L'air frais du soir me salua lorsque je sortis. La ville bourdonnait avec son rythme habituel — des voitures passant, des rires lointains, le jappement occasionnel d'un chien. Les rues pavées scintillaient légèrement sous l'éclat des réverbères, et un parfum de feuilles humides flottait dans l'air. Mes pas me menèrent vers le parc près du bord de la rivière, où l'eau reflétait la silhouette de la ville dans sa surface sombre et ondulante.

Le chemin était calme à cette heure-ci, les lampadaires projetant des flaques de lumière dorée sur le pavé. Je trouvai un banc vide et m'assis, le froid du métal traversant mon manteau.

Alex aimait ce chemin. Nous venions ici après de longues journées, assis côte à côte sur ce même banc alors que l'eau clapotait contre les bords en pierre. Je leur lisais des brouillons de mes poèmes, mes mots se reflétant dans leur sourire doux.

Je sortis le recueil de poésie de mon sac, le marque-page à fleur séchée toujours niché entre ses pages. Les pétales étaient translucides maintenant, leur bleu autrefois vif fané en une pâle ombre. Je le tins à la lumière, observant la façon dont les bords se recroquevillaient, fragiles mais conservant leur forme.

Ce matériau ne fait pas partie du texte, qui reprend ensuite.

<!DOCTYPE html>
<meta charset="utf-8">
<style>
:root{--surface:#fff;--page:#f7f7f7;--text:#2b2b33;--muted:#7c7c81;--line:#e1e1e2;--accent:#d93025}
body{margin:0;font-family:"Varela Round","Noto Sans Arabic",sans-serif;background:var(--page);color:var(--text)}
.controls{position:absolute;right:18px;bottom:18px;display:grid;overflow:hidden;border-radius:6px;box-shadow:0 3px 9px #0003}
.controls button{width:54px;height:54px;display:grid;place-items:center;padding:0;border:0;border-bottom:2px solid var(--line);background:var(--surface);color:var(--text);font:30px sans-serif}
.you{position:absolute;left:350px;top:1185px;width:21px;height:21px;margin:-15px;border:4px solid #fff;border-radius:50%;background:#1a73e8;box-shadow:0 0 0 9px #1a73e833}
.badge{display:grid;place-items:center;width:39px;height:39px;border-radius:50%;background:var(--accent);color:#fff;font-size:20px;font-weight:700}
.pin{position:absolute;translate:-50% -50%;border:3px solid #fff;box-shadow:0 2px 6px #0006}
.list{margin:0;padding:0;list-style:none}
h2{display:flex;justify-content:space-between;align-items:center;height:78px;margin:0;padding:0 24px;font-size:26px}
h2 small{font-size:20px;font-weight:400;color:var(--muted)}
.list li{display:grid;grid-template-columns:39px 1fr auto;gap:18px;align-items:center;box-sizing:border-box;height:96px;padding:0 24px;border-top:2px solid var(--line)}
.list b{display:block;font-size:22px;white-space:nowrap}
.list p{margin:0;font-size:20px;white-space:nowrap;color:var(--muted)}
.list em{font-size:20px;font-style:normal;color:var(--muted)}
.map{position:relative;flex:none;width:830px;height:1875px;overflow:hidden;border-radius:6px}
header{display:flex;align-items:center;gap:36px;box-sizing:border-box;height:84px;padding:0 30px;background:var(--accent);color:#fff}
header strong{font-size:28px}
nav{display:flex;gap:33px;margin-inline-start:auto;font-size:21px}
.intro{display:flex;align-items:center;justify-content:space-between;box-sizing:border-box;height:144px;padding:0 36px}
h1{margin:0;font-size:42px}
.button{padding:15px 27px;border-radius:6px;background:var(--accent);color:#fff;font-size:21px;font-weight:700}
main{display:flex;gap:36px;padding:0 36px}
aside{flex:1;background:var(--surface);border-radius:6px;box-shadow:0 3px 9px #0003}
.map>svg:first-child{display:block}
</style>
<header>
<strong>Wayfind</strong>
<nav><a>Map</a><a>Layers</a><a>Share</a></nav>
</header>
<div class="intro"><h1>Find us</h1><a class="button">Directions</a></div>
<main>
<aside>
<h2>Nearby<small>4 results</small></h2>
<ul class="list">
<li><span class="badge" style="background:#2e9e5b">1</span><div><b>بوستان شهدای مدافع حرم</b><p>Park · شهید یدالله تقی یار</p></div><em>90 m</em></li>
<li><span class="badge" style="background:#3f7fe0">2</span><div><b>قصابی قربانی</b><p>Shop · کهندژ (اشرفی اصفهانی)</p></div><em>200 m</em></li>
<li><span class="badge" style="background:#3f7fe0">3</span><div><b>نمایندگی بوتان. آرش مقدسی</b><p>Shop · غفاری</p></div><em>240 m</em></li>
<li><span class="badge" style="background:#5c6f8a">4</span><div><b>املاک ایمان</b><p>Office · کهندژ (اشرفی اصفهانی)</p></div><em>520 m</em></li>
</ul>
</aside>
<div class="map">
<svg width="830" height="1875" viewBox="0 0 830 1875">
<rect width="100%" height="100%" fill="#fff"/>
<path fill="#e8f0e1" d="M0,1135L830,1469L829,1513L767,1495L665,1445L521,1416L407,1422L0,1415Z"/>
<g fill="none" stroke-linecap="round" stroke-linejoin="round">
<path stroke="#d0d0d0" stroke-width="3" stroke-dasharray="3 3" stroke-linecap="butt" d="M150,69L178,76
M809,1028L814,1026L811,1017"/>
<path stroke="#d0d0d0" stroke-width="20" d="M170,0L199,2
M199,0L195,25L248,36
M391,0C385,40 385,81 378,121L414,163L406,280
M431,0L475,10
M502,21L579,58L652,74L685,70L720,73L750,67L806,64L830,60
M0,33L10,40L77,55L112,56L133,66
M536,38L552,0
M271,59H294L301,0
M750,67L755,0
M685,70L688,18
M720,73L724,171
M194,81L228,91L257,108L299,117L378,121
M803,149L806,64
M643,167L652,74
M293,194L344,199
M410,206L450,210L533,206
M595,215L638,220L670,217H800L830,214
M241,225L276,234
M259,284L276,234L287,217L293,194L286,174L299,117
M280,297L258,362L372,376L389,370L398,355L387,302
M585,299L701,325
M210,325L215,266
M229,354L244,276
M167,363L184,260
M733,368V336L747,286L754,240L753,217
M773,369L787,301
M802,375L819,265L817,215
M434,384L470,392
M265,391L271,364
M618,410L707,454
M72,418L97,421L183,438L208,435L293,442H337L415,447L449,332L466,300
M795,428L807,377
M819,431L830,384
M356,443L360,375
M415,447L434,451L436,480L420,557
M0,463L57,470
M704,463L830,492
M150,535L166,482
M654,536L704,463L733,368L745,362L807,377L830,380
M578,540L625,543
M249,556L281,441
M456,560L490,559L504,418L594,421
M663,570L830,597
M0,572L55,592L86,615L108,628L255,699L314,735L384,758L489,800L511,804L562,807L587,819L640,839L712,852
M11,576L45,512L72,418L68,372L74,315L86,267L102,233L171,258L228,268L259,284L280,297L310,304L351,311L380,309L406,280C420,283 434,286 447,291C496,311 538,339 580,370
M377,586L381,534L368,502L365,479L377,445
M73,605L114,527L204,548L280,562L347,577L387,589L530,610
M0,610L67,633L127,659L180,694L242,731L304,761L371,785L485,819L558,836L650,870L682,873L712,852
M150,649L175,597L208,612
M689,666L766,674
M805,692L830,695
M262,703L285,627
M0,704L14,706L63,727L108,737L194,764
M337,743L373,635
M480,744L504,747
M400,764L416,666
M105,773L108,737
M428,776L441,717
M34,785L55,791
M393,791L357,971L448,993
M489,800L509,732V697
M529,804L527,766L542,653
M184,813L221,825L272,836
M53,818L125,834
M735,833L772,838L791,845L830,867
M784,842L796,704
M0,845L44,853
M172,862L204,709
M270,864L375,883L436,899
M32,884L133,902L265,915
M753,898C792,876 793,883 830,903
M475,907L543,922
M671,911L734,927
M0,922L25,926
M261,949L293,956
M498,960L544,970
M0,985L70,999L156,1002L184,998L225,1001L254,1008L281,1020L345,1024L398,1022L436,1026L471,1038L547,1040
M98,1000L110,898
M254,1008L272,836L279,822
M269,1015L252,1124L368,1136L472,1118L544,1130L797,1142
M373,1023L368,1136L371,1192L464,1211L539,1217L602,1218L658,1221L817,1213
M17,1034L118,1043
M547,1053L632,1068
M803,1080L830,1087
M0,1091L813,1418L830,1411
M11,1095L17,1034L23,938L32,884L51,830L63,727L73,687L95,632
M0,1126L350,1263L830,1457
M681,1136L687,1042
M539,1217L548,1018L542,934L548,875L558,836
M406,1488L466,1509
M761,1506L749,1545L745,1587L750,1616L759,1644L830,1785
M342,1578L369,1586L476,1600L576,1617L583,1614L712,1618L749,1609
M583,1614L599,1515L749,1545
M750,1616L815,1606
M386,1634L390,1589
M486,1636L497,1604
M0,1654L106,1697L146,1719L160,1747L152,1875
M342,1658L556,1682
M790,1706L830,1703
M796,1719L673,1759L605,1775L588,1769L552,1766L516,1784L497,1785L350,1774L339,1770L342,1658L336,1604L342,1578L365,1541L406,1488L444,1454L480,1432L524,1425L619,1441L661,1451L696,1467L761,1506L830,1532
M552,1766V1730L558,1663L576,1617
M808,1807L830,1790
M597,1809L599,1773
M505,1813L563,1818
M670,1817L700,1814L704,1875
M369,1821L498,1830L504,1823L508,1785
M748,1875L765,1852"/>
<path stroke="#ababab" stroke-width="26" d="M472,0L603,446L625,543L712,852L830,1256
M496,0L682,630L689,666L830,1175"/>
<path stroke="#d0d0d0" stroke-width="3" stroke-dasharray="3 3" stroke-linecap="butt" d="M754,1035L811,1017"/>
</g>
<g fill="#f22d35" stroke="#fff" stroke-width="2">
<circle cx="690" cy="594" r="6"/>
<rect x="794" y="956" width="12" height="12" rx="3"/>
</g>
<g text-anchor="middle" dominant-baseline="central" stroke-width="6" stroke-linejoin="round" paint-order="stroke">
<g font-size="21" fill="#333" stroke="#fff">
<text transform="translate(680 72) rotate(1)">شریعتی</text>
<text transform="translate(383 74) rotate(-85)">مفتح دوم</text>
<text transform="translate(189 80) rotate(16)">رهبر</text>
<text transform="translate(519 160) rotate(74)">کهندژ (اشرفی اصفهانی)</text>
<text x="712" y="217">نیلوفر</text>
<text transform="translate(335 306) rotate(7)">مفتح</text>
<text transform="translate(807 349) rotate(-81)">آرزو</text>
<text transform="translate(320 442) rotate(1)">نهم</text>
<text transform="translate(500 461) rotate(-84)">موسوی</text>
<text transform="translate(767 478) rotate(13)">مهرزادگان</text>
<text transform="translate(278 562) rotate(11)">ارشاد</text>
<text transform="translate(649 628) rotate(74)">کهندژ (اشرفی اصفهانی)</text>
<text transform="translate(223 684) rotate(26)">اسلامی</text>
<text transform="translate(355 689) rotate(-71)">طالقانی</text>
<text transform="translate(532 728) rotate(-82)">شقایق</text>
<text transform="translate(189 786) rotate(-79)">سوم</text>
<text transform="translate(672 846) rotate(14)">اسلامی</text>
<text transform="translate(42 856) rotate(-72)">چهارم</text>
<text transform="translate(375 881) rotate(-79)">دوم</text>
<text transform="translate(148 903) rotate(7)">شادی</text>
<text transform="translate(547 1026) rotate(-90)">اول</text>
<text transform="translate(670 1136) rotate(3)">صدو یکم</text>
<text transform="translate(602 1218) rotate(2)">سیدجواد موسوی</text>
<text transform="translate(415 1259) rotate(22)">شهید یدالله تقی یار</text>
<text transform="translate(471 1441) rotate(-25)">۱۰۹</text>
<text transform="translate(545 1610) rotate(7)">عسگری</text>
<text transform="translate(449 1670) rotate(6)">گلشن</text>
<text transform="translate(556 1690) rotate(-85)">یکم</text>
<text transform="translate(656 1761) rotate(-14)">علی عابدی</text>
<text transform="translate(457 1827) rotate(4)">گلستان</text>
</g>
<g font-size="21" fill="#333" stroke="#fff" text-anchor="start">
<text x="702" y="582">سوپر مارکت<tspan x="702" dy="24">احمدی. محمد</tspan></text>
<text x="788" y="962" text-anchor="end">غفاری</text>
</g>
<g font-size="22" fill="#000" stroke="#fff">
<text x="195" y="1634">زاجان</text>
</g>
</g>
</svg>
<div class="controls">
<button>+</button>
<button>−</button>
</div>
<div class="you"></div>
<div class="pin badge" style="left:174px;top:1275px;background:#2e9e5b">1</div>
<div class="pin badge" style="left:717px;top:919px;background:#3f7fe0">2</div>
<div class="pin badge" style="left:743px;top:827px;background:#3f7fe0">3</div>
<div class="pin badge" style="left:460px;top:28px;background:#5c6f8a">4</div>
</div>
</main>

Mon téléphone vibra à nouveau, me ramenant au présent. C'était un autre message de Clara.« Est-ce que tu as déjà l'impression que ton passé est une chose que tu portes avec toi, même quand tu veux t’en débarrasser ? »

Je fixais l’écran, ses mots résonnant profondément en moi. C’était étrange à quel point elle semblait tout comprendre, même sans connaître les détails.

« Tout le temps, » répondis-je. « Mais je pense que le passé nous façonne, même lorsqu’il pèse lourd. Peut-être que le secret, c’est d’apprendre à le porter sans qu’il nous écrase. »

Les points de suspension apparurent à nouveau, puis disparurent. J’attendais, tandis que le silence s’étirait, semblable à une question sans réponse. Lorsque sa réponse arriva finalement, elle était concise.

« C’est ce que j’essaie de comprendre aussi. »

Je fermai les yeux, laissant ses mots faire écho en moi. Peut-être que nous cherchions tous les deux à tracer notre chemin, avançant à tâtons parmi les ombres de nos passés. Et peut-être, juste peut-être, que nous pouvions nous soutenir mutuellement dans ce voyage.

Le marque-page glissa doucement des pages, atterrissant sur le banc à côté de moi. Je le ramassai, le tenant un instant à la lumière avant de le ranger dans mon sac, le zippant soigneusement à l’intérieur.

Un pas à la fois, pensai-je.

Ce soir, le premier pas était de laisser la lumière des mots de Clara m’éclairer et me guider vers l’avant.